- What the task requires
The records that follow should be copied in full, exactly as they read.
==== Source material
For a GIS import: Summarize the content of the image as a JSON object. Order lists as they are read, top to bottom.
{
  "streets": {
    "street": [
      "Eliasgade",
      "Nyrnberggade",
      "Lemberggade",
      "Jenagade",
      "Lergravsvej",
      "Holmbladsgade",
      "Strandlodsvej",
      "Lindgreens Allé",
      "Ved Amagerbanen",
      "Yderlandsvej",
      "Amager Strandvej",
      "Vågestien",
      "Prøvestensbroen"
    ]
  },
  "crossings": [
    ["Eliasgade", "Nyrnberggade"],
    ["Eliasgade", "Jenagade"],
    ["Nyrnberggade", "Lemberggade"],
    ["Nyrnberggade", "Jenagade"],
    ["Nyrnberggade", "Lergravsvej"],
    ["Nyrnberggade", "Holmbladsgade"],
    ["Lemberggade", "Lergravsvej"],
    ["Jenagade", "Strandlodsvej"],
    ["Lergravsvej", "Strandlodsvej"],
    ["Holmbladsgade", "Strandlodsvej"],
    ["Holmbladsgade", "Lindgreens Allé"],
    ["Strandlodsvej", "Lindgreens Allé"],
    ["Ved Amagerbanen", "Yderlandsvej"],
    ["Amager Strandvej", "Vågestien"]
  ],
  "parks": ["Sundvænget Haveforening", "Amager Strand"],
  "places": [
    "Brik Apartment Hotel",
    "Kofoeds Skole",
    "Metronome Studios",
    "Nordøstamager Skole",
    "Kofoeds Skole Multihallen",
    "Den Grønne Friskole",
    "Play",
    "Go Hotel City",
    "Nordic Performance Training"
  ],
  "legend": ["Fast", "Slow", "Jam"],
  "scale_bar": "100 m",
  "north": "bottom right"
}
========
- Result of the task
For a GIS import: Summarize the content of the image as a JSON object. Order lists as they are read, top to bottom.
{
  "streets": {
    "street": [
      "Eliasgade",
      "Nyrnberggade",
      "Lemberggade",
      "Jenagade",
      "Lergravsvej",
      "Holmbladsgade",
      "Strandlodsvej",
      "Lindgreens Allé",
      "Ved Amagerbanen",
      "Yderlandsvej",
      "Amager Strandvej",
      "Vågestien",
      "Prøvestensbroen"
    ]
  },
  "crossings": [
    ["Eliasgade", "Nyrnberggade"],
    ["Eliasgade", "Jenagade"],
    ["Nyrnberggade", "Lemberggade"],
    ["Nyrnberggade", "Jenagade"],
    ["Nyrnberggade", "Lergravsvej"],
    ["Nyrnberggade", "Holmbladsgade"],
    ["Lemberggade", "Lergravsvej"],
    ["Jenagade", "Strandlodsvej"],
    ["Lergravsvej", "Strandlodsvej"],
    ["Holmbladsgade", "Strandlodsvej"],
    ["Holmbladsgade", "Lindgreens Allé"],
    ["Strandlodsvej", "Lindgreens Allé"],
    ["Ved Amagerbanen", "Yderlandsvej"],
    ["Amager Strandvej", "Vågestien"]
  ],
  "parks": ["Sundvænget Haveforening", "Amager Strand"],
  "places": [
    "Brik Apartment Hotel",
    "Kofoeds Skole",
    "Metronome Studios",
    "Nordøstamager Skole",
    "Kofoeds Skole Multihallen",
    "Den Grønne Friskole",
    "Play",
    "Go Hotel City",
    "Nordic Performance Training"
  ],
  "legend": ["Fast", "Slow", "Jam"],
  "scale_bar": "100 m",
  "north": "bottom right"
}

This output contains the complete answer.